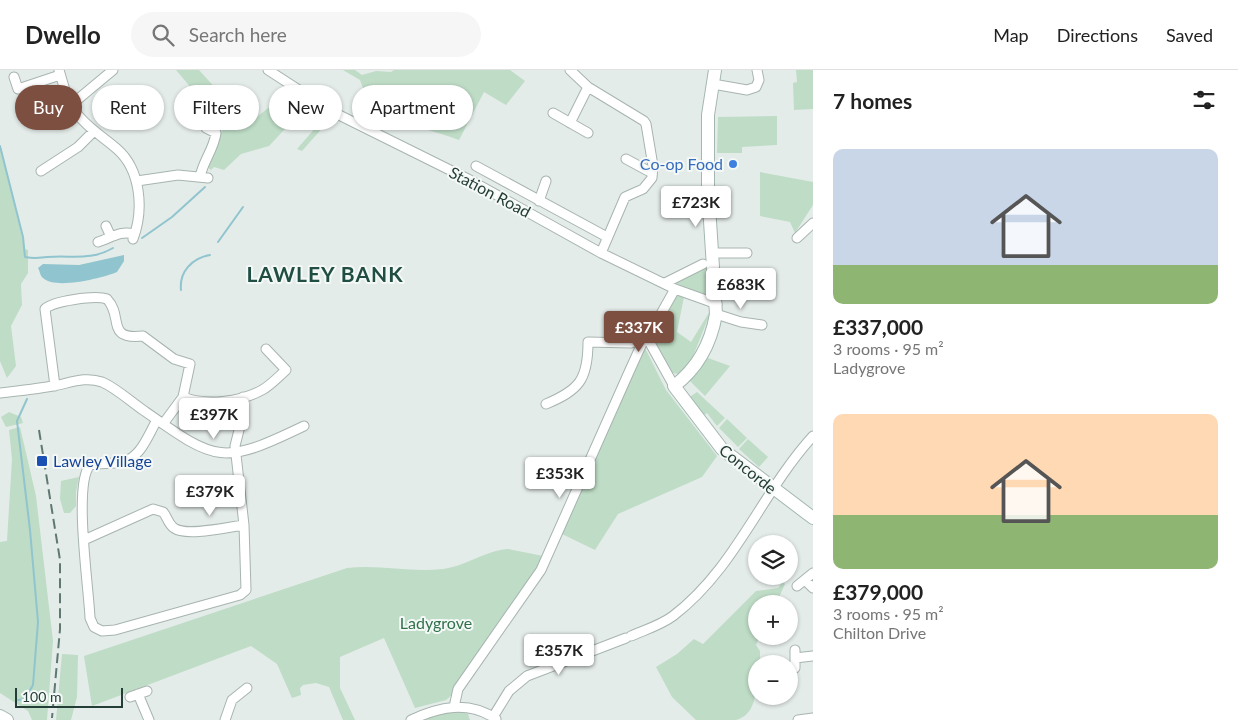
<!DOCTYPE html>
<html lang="en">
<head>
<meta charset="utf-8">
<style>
  :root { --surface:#fff; --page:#f6f6f6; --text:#222; --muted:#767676; --line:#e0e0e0; --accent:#7c4f40 }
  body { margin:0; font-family:Lato,sans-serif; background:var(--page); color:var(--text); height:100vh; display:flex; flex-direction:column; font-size:19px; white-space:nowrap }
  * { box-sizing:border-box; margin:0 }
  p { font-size:16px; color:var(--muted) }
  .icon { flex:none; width:28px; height:28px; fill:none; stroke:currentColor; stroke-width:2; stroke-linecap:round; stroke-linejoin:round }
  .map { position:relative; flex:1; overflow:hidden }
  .sheet { display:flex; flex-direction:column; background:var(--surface); width:425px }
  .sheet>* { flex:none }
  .banner { position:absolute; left:15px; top:15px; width:475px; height:45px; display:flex; gap:10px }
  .tools { position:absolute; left:748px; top:465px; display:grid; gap:10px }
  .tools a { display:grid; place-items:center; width:50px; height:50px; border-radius:50%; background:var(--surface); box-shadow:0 1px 4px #0004; font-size:25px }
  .scale { position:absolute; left:15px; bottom:12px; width:108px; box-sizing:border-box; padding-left:5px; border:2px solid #243d36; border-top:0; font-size:14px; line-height:18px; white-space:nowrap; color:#243d36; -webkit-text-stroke:4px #f4f9f7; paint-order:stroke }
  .price { position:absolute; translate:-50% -42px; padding:0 11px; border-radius:5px; background:#fff; color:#222; font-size:16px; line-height:32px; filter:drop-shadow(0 1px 2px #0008) }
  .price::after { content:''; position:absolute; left:50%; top:30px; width:15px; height:11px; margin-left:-8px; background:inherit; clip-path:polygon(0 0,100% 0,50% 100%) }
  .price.active { background:var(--accent); color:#fff }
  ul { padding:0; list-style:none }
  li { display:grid; align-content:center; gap:10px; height:265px; padding:0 20px }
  li span { display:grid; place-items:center; height:155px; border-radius:10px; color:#555 }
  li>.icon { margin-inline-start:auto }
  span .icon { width:90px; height:90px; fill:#fffc; stroke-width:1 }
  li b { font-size:21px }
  h2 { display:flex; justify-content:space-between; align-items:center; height:60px; padding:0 20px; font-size:21px }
  .chip { padding:0 18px; border-radius:22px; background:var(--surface); box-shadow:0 1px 4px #0004; font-size:18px; line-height:45px }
  .chip.active { background:var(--accent); color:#fff }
  header { display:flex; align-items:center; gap:30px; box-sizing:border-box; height:70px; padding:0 25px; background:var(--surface); border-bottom:1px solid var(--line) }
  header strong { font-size:24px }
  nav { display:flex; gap:28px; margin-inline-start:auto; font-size:18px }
  .search { width:350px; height:45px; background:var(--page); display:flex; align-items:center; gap:12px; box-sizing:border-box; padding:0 18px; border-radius:28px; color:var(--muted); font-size:19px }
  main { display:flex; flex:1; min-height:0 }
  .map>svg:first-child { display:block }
</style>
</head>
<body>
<header>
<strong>Dwello</strong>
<div class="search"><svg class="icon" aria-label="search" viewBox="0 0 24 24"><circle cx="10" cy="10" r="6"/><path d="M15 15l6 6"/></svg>Search here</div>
<nav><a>Map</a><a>Directions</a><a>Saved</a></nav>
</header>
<main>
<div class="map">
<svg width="813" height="650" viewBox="0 0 813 650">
  <rect width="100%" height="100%" fill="#e4ece9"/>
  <path fill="#bedcc6" d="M176 0H199L248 54 291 20 333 46 302 81 297 79 317 56 299 44 269 76 241 84 224 100 214 97 211 100 206 96 224 57Z
    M343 0H355L362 5 376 1 391 2 394 0H510L525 11 506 35 484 22 459 70C429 59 398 53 370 37L360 10Z
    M796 0H813V39L794 40 793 13 797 12Z
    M777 46V75L742 77V83H717L718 47Z
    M0 76 25 179 28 180V203L21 214 22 235 11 256 16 296 7 308 0 291Z
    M760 102 813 112V135L795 163 790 152 760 146Z
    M711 196 712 224 708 227 673 212Z
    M677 223 684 227 677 262 691 272 710 241V248L707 251 690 294 679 304 672 303 652 269Z
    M645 278 666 320 717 386 702 407 618 444 595 480 562 464Z
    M708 288 730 296 705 326 690 311Z
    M697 322 725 348 717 356 707 343 703 346 688 328Z
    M9 342 21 347 23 353 6 357 1 347Z
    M727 349 747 368 738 377 719 358Z
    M20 357 36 426 53 571 47 650H32L28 641 0 623V472L7 471 12 389 9 360Z
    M748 369 768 387 759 397 739 379Z
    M79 407 76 422V436L70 443H64L60 429 61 411Z
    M508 479 543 486 537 500 453 624 446 630 415 638 384 568 340 587V618L355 650H343L329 617 316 613 303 615 300 618 301 625 292 628 277 594 251 576 92 636 84 586 347 498C380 494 410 503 443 499 466 496 484 481 508 479Z
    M783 512 785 514 776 534H756V566H760L756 575 760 581V594H756C756 611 760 644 736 650 725 650 708 650 696 650L672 627 656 597 677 584 694 569 703 574 756 521 778 518Z
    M62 584 78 585 77 627 71 650H56Z
    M454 640 468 644 470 650H415Z"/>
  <path fill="#90c4ce" d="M124 185V191L117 202C103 208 55 220 43 208 40 206 40 201 38 198L43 194 79 195Z"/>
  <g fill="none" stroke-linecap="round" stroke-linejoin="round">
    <path stroke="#90c4ce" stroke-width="2" d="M0 76 23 167 25 187C36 189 37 188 47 187 72 185 91 191 113 178
      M142 168 172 147 205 117
      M218 172 243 137
      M181 220C179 202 192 188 210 185
      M18 630 25 629 33 615 38 552 30 460 17 351 27 329"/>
    <g stroke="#a7b4b0" stroke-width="11">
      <path id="street" d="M59 0C63 13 66 28 74 40 85 56 102 66 117 79 141 100 144 140 133 169
        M268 0 333 42 468 109 601 183 675 219 717 234
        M570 0 588 17 644 51 646 54 653 96 652 108 643 119 625 127 601 183
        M14 7 18 19 60 5
        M713 14 747 20 756 17 759 10 757 0
        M71 35 113 0
        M553 43 588 63
        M570 53 588 17
        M626 89 652 103
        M476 96 607 167
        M41 101 78 77 94 61
        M200 107C203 91 214 79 216 63L206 58
        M137 111 178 105 208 108
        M539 131 546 111
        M106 156 111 167
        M797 168 813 153
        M98 172C111 168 120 160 134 164
        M712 183H747
        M665 213 703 194
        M716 244 741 252 762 255
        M55 316 45 239C53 231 95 225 107 229 124 247 105 270 143 266L174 289 190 294 183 327 163 354
        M0 323C18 321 36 319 53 316 70 313 85 306 102 312 116 318 130 331 143 340 217 392 221 396 304 356
        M183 327C206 336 240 332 262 320 271 315 278 307 286 300L266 279
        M546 334C579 320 588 310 588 272L631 273 644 269 650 273 674 316
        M157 350C148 365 141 388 122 392 111 394 100 393 90 395 73 414 89 519 90 548L94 557 102 561 115 560 240 525 246 520 244 455 235 376 243 344V327
        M84 470 153 439 163 442C167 446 168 454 174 458 186 467 228 457 244 455
        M805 510 813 518
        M797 516 813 503
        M631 566C645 560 661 555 673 546 736 498 761 423 813 366
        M795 580V598
        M795 588 813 586
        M138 624 149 650
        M130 627 147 621
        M454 637 458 619 541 500 629 302 644 269 648 267 675 219
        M493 647 509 621 527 606 626 568
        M225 650 232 630 247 618
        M411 650C439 637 468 630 496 649
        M798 650 813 648"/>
    </g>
    <g stroke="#a3b7b0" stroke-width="14">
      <path id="secondary" d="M715 0 708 45V120L716 244C711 273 698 298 674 316L722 379 813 448
        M0 646 7 650"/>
    </g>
    <use href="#street" stroke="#fff" stroke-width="9"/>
    <use href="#secondary" stroke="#fff" stroke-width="12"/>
    <path stroke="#5f7871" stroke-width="2" stroke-dasharray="10 5" stroke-linecap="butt" d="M39 360 60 490V559L52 648"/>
  </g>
  <circle fill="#3f7fe0" stroke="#f4f9f7" stroke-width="2" cx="733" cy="94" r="5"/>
  <rect fill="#1a4fb4" stroke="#f4f9f7" stroke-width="2" x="36" y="385" width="12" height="12" rx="2.5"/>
  <g text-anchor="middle" stroke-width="4" stroke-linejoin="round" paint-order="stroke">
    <g font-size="16" fill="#366cbe" stroke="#f4f9f7" text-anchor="end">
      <text x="723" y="100">Co-op Food</text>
    </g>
    <g font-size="16" fill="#243d36" stroke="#f4f9f7">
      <text transform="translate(490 122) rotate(28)" y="6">Station Road</text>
      <text transform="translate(748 399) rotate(39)" y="6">Concorde</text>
    </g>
    <g font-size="16" fill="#164399" stroke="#f4f9f7" text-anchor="start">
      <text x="53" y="397">Lawley Village</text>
    </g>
    <g font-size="16" fill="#31714a" stroke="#f4f9f7">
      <text x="436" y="559">Ladygrove</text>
    </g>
    <g font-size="21" font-weight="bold" letter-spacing="1" fill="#214e43" stroke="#f4f9f7">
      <text x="325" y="212">LAWLEY BANK</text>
    </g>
  </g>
</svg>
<div class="tools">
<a><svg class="icon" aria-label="layers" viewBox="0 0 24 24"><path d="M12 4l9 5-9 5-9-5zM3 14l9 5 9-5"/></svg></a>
<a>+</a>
<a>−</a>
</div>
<div class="scale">100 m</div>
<b class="price" style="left:696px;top:158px">£723K</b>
<b class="price" style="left:741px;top:240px">£683K</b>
<b class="price active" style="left:639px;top:283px">£337K</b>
<b class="price" style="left:214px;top:370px">£397K</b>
<b class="price" style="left:560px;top:429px">£353K</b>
<b class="price" style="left:210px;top:447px">£379K</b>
<b class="price" style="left:559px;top:606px">£357K</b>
<div class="banner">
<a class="chip active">Buy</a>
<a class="chip">Rent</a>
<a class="chip">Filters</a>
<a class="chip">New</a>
<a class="chip">Apartment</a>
</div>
</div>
<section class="sheet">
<h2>7 homes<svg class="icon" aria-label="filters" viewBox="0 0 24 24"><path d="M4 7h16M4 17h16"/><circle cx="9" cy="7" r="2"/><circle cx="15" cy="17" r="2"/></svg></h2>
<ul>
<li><span style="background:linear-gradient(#c9d6e8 75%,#8fb573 0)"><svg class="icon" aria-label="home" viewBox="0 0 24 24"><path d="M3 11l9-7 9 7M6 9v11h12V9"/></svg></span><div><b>£337,000</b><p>3 rooms · 95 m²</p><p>Ladygrove</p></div></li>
<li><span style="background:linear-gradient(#ffd9b3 65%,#8fb573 0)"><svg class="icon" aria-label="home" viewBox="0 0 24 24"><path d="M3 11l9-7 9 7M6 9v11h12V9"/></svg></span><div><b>£379,000</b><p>3 rooms · 95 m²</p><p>Chilton Drive</p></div></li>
</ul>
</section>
</main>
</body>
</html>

- _Task instructions_:
Each line of the data above that contains the string "scale" should be counted; give only the total.

- _Task response_:
2